The BN also needs to answer Raja Petra Kamarudin’s very strong rationales on the issue which he had elaborated in Malaysia Today under the title “How East Malaysia and Terengganu were robbed of their wealth?” RPK’s reasoning and logic about the whole thing is very simple. He writes: “…both Barisan Nasional and Pakatan Rakyat are currently discussing how much Oil Royalty should be ‘given’ to those states that have oil and gas. How do you ‘give’ them something that already belongs to them in the first place? Should not the word we use be ‘take’? ….The oil and gas already belongs to the states. This is what the Malaysian Agreement and the earlier Federation Agreement was all about.
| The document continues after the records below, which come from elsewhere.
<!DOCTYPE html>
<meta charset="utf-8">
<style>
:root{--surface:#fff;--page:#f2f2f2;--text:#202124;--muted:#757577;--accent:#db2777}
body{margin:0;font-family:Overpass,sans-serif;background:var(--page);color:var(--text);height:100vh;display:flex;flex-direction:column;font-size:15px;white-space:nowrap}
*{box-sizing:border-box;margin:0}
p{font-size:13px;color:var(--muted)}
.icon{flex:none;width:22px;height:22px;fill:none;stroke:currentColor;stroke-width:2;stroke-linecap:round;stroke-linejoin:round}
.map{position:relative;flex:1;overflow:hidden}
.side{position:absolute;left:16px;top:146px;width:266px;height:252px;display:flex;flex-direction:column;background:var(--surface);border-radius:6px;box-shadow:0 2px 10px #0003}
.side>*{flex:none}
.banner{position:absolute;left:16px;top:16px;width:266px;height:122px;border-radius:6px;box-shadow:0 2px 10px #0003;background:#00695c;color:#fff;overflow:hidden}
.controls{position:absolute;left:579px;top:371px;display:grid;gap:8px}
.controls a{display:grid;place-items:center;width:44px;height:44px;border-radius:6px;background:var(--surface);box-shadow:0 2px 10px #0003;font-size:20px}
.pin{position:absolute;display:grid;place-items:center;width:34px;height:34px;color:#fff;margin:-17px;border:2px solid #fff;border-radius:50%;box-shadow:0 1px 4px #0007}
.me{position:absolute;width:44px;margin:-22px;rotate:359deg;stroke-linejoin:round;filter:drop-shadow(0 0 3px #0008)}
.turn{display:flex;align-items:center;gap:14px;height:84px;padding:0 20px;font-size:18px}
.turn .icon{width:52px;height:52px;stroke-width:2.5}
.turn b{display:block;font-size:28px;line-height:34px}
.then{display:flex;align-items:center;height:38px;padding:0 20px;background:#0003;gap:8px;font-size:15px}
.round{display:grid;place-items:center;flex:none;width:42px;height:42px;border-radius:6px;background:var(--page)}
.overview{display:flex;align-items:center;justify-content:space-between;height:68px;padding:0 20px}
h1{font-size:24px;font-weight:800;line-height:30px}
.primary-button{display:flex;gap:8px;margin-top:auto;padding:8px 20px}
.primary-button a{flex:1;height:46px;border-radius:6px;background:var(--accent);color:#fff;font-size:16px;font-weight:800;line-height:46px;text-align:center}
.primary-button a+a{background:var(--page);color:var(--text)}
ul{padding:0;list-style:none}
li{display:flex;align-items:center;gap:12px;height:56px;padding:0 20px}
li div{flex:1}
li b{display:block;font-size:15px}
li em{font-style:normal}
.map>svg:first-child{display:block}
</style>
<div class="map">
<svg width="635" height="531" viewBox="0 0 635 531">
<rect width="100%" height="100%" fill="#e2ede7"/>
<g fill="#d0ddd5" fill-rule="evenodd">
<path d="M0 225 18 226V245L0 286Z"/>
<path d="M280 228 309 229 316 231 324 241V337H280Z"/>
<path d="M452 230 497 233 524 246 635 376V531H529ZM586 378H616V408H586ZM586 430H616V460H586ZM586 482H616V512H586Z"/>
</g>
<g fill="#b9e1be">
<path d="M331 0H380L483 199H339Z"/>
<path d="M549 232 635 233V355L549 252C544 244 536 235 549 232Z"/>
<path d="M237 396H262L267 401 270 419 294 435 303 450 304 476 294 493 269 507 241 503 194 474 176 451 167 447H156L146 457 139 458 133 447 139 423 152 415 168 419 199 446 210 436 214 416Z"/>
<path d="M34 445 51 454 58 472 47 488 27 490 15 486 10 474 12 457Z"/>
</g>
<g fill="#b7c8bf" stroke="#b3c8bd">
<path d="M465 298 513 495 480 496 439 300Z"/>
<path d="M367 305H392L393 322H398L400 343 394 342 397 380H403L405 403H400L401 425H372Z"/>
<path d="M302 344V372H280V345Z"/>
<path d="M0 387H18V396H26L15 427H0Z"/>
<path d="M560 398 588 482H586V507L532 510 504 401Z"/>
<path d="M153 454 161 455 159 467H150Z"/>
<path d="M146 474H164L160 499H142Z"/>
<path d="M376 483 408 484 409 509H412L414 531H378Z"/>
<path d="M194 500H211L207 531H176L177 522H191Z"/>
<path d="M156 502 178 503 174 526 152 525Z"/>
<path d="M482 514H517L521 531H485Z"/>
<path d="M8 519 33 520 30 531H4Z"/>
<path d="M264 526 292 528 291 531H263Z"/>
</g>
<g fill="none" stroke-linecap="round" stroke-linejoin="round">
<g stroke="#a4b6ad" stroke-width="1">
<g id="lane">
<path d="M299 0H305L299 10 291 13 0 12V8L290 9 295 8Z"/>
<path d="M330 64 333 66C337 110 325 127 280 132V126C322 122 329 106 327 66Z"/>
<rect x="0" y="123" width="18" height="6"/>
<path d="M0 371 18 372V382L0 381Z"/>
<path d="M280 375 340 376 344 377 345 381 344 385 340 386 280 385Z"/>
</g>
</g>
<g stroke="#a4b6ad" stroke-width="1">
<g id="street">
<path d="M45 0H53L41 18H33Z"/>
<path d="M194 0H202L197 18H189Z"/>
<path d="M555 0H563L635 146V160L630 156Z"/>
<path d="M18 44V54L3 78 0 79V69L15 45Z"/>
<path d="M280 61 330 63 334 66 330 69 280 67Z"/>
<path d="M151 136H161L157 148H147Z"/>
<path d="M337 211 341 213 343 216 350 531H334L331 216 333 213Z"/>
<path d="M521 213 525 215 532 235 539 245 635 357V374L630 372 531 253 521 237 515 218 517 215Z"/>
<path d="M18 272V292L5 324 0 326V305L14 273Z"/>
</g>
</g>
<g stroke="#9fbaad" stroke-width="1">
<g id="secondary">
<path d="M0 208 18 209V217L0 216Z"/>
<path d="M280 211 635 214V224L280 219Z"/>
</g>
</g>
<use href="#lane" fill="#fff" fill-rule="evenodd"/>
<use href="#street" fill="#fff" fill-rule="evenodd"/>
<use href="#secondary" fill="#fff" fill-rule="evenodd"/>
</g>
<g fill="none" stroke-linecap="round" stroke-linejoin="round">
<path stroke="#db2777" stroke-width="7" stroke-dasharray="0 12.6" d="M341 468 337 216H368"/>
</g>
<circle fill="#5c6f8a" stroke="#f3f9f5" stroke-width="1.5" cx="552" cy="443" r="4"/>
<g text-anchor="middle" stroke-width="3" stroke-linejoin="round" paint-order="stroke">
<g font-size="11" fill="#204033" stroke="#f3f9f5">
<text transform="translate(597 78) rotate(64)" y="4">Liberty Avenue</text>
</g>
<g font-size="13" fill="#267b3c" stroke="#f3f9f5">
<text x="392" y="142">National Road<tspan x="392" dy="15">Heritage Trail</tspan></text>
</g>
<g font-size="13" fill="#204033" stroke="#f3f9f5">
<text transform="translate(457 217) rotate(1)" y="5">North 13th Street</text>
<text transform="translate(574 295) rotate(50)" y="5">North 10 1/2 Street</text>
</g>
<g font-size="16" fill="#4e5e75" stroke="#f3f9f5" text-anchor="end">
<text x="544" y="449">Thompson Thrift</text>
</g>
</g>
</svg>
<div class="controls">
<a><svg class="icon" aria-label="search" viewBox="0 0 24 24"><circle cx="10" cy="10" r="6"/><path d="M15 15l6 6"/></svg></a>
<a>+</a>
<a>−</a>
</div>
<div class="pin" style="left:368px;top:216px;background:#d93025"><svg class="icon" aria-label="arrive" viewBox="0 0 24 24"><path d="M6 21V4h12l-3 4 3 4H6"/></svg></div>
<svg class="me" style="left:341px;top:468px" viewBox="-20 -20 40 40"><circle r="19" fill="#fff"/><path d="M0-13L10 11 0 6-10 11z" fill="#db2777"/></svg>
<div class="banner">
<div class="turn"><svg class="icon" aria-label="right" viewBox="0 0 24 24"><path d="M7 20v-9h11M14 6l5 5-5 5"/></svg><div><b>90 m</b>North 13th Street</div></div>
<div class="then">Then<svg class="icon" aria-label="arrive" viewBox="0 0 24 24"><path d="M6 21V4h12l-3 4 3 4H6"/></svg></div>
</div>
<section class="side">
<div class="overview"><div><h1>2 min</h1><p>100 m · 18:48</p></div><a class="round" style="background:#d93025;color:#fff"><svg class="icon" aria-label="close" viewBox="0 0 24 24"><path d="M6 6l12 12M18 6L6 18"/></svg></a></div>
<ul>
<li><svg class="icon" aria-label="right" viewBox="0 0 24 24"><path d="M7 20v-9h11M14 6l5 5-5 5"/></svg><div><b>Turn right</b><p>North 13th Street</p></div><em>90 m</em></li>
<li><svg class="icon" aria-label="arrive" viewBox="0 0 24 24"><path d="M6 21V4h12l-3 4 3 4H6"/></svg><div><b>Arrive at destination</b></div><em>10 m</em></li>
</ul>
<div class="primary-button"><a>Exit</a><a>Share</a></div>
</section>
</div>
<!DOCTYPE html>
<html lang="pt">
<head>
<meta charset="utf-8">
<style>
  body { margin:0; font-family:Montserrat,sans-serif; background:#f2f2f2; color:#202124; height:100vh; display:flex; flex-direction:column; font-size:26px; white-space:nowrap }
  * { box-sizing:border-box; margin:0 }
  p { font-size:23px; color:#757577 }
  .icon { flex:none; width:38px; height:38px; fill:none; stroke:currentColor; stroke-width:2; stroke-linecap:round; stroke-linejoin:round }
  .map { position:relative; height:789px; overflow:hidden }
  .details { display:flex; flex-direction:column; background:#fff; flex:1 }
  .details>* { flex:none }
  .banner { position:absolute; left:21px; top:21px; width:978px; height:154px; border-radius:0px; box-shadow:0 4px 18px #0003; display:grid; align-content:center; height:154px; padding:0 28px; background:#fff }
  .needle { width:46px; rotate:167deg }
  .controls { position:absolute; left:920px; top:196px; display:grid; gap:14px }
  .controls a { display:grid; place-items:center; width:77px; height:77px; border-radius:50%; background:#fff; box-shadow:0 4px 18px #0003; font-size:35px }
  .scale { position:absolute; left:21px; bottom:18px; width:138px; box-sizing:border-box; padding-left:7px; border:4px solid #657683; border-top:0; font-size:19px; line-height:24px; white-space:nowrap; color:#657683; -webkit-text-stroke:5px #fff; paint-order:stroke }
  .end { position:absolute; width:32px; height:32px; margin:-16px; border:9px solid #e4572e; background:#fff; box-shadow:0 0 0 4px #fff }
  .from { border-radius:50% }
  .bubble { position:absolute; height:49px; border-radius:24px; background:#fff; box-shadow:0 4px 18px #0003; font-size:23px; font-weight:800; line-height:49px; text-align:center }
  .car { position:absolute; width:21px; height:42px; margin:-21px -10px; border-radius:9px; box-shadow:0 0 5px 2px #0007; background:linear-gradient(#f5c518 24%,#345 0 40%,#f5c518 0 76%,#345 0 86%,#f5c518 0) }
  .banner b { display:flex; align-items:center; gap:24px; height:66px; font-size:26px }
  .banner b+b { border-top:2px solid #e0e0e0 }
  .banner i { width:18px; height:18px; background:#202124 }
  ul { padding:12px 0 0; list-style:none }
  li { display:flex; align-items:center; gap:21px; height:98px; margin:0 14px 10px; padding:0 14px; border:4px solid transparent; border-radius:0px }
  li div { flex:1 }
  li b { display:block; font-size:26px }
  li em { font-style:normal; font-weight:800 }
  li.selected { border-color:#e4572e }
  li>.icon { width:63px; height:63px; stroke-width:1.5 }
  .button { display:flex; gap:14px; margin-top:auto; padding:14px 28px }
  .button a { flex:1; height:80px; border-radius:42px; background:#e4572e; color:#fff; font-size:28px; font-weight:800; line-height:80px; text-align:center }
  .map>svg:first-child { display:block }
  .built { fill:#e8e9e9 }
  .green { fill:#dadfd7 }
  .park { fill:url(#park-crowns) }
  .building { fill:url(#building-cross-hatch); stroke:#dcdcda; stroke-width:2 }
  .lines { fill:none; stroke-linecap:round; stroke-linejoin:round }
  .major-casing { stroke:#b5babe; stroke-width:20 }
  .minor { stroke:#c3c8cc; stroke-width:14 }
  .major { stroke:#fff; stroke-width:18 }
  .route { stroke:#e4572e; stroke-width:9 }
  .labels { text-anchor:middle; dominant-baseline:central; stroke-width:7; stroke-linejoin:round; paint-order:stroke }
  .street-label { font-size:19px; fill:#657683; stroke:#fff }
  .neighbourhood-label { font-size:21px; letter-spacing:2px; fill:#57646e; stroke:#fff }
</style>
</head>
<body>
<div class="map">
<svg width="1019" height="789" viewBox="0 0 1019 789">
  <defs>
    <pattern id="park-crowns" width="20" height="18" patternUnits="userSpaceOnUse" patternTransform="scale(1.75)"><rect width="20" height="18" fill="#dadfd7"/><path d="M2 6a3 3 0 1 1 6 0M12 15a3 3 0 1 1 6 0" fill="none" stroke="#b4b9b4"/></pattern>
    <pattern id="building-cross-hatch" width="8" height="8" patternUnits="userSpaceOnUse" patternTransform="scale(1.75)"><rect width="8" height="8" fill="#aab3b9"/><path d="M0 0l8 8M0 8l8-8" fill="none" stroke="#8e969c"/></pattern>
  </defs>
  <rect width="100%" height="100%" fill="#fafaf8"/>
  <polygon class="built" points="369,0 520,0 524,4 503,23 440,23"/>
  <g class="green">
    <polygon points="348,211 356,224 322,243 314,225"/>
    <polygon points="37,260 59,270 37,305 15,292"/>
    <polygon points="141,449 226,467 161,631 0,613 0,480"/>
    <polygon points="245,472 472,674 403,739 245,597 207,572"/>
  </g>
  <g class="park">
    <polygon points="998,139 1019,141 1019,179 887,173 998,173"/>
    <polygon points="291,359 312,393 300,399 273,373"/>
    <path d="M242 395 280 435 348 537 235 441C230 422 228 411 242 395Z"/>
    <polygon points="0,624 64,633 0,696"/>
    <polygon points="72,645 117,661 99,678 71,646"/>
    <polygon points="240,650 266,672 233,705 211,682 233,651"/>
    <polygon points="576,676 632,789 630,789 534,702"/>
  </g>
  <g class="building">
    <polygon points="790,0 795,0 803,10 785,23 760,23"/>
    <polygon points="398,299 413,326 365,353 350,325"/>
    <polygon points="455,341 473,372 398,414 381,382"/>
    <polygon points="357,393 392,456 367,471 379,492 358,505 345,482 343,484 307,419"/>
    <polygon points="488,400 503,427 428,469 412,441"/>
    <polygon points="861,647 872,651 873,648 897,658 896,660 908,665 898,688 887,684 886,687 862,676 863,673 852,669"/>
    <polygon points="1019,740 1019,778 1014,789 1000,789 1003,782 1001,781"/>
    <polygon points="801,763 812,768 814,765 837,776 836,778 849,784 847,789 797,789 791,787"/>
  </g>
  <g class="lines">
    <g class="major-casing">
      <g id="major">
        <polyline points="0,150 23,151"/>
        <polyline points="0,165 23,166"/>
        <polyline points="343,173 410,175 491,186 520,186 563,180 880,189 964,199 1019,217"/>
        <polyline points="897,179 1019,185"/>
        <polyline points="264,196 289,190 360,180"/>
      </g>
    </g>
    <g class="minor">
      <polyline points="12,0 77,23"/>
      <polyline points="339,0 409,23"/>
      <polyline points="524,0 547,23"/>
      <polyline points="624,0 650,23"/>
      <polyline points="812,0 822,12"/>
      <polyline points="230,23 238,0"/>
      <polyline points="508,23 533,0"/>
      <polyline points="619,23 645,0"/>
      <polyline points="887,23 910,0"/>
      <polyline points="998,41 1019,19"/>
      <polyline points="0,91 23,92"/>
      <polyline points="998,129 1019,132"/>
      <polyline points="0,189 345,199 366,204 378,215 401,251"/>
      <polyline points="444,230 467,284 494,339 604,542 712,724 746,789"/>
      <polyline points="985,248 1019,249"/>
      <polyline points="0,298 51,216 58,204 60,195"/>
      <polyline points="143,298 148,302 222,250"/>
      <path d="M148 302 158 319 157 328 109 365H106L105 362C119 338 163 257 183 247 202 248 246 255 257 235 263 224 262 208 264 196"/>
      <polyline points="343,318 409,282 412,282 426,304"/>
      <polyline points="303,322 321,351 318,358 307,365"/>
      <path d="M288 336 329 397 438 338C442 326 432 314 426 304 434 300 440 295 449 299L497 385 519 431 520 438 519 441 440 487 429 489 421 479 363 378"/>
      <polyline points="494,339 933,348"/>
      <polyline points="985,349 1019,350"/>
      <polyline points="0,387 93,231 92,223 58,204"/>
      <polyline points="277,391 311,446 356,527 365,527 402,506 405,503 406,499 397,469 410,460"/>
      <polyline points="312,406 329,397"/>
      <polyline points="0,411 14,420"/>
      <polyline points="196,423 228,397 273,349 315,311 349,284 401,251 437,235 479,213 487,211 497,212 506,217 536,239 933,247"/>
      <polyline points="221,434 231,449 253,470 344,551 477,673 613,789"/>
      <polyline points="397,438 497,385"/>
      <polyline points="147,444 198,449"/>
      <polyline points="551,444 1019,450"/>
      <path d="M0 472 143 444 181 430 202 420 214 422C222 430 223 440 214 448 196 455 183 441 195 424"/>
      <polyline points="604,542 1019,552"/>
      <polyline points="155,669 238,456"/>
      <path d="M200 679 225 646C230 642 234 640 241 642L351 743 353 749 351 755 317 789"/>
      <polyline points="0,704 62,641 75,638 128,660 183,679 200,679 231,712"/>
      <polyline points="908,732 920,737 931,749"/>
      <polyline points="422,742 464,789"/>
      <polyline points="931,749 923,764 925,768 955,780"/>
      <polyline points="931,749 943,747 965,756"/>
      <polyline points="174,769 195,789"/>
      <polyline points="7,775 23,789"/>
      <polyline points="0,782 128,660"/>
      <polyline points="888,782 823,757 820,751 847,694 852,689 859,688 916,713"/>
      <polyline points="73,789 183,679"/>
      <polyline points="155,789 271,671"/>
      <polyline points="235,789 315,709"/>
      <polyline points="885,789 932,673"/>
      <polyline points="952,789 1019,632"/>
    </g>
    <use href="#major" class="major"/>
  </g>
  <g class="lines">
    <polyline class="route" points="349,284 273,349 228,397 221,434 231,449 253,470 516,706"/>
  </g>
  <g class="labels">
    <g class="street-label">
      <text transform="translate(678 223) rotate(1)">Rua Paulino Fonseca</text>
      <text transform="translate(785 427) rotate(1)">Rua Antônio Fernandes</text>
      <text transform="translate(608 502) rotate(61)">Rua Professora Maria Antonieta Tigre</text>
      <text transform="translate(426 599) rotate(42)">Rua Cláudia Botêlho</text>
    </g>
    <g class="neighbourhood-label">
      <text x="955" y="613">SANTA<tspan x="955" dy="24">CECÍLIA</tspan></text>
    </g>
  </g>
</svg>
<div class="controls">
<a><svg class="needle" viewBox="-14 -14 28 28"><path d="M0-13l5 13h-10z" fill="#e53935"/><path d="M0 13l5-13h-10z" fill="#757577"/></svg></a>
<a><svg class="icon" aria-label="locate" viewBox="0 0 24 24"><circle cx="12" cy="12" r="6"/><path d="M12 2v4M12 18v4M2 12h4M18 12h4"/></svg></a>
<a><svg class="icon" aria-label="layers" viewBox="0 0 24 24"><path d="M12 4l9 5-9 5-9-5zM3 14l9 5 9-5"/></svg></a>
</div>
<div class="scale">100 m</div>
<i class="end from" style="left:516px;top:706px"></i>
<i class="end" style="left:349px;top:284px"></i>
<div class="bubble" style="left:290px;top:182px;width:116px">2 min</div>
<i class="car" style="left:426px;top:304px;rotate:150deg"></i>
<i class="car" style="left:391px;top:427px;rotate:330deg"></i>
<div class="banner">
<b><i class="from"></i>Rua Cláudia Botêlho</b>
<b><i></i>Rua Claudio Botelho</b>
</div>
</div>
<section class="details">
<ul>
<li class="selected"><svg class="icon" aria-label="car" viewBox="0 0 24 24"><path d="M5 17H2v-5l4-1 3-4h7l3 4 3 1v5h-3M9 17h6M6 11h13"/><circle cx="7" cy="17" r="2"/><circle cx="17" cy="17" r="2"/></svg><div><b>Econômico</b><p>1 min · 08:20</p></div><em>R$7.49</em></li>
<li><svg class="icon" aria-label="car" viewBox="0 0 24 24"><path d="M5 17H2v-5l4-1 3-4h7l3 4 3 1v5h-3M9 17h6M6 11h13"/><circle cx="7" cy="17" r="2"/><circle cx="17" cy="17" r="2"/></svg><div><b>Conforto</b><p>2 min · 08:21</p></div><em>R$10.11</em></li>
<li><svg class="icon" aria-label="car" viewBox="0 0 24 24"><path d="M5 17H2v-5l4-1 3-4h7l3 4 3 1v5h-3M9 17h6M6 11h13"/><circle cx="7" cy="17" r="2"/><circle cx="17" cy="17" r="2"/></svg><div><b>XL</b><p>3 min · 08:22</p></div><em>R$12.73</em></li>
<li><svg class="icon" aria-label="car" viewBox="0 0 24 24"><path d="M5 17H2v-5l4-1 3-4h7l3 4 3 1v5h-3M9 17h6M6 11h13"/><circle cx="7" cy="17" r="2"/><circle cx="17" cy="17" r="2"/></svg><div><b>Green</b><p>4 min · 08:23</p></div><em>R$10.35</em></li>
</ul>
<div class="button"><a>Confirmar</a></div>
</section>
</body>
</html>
And, in that Agreement, it was agreed that all natural resources would be the property of the states…. Water, timber, land, sand, minerals, etc., all belong to the states. As do oil and gas. These are what we call natural resources. Hence they belong 100% to the states, not 5% or 20% or 50% or whatever…. In 1973, Barisan Nasional was launched and PAS became part of the federal government. In 1974, the new ruling coalition in Parliament (where all the opposition parties except DAP were now members of) passed the Petroleum Development Act and the oil and gas were transferred from the states to the federal government, meaning Petronas. To keep the states quiet, they were given 5% as a token ‘Oil Royalty’.… Now, if the federal government had power over oil and gas, why the need to pass the Petroleum Development Act in Parliament? Just take it! But they couldn’t just take it. Oil and gas are the property of the states. So they needed to pass an Act of Parliament to legalise the illegal takeover of state property.
 
Now, honorable Datuk Seri, these are very powerful statements which if wrong could land RPK into a lot of trouble, probably for treason. But if he is wrong, how come Putrajaya had not responded with a hue and cry about RPK being a liar or being seditious? Why? If it is true that Sabah, Sarawak and Terengganu have been cheated and robbed in broad daylight through the use of the Petroleum Development Act, the act should be amended or repealed for causing us great injustice and financial losses for so many decades.
 
Najib’s argument that the demand for higher oil royalty is not making economic sense is pure nonsense because, morally it is our oil, our God-given resource and was promised to be us in the Malaysian Agreement. If the Federal Government wants part of it then a reasonable percentage should be left for Sabah to enable it to develop itself, not take almost everything and leave 5 percent back, which is just crumbs. And talking about 5 percent, how much is it really? How do we know that what we are getting is really 5 percent of just 1 percent because the Petronas account report is supposed to be confidential?
 
In a statement published on February 15, I had said that with a 50 percent royalty, Sabah won’t even need anymore development allocation for the Federal Government, because we would then be able also to take care of not only our physical development but our health, education, and even security needs as well. We would be having revenues in the tens of billions per year, so why would we have to beg from Kuala Lumpur? We would then be having an annual budget of RM20 billion instead of the current RM4 billion which the BN leaders are calling “a huge budget”! If the Federal Government is worried that it would lose some of the revenues it is now collecting, then how about the fact that Sabah is now very poor because Kuala Lumpur is robbing its resources and taxes? Remember, it is not a case of us taking money from the Federal Government, but a case of the Federal Government robbing us of what rightly belongs to us.
 
We are not talking about oil royalty in isolation but in the context of the rights of Sabah, Sarawak and Terengganu. So why is the Barisan Nasional so reluctant to give the higher oil royalty? Why can’t BN just say, “OK, we will also give you 20 percent royalty if we are voted back into power”? Maybe there is only one reason: BN doesn’t want Sabah to progress too much because if it is too developed it will overtake the Peninsular and KL will no longer be able to treat it like a beggar.